» PROMPT
Word for word, set down every record that appears below.

[Stored data entries]
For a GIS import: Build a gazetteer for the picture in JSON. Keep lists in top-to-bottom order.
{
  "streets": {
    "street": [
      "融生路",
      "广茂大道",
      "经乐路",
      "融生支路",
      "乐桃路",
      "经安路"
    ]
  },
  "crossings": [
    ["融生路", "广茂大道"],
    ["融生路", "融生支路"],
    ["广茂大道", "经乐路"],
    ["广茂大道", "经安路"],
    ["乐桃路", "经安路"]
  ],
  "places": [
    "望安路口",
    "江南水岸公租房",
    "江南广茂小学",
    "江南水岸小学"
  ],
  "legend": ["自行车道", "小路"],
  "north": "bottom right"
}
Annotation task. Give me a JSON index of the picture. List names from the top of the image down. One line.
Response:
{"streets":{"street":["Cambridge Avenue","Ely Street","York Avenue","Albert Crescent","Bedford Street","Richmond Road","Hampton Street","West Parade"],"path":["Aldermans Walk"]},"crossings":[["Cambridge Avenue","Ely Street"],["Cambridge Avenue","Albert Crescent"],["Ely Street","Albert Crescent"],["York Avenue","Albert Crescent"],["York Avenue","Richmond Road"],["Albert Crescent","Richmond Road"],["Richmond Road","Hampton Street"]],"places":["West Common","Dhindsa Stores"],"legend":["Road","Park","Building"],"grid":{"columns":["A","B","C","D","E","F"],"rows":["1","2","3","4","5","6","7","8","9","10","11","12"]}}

» ANSWER TO THIS TASK
For a GIS import: Build a gazetteer for the picture in JSON. Keep lists in top-to-bottom order.
{
  "streets": {
    "street": [
      "融生路",
      "广茂大道",
      "经乐路",
      "融生支路",
      "乐桃路",
      "经安路"
    ]
  },
  "crossings": [
    ["融生路", "广茂大道"],
    ["融生路", "融生支路"],
    ["广茂大道", "经乐路"],
    ["广茂大道", "经安路"],
    ["乐桃路", "经安路"]
  ],
  "places": [
    "望安路口",
    "江南水岸公租房",
    "江南广茂小学",
    "江南水岸小学"
  ],
  "legend": ["自行车道", "小路"],
  "north": "bottom right"
}
Annotation task. Give me a JSON index of the picture. List names from the top of the image down. One line.
Response:
{"streets":{"street":["Cambridge Avenue","Ely Street","York Avenue","Albert Crescent","Bedford Street","Richmond Road","Hampton Street","West Parade"],"path":["Aldermans Walk"]},"crossings":[["Cambridge Avenue","Ely Street"],["Cambridge Avenue","Albert Crescent"],["Ely Street","Albert Crescent"],["York Avenue","Albert Crescent"],["York Avenue","Richmond Road"],["Albert Crescent","Richmond Road"],["Richmond Road","Hampton Street"]],"places":["West Common","Dhindsa Stores"],"legend":["Road","Park","Building"],"grid":{"columns":["A","B","C","D","E","F"],"rows":["1","2","3","4","5","6","7","8","9","10","11","12"]}}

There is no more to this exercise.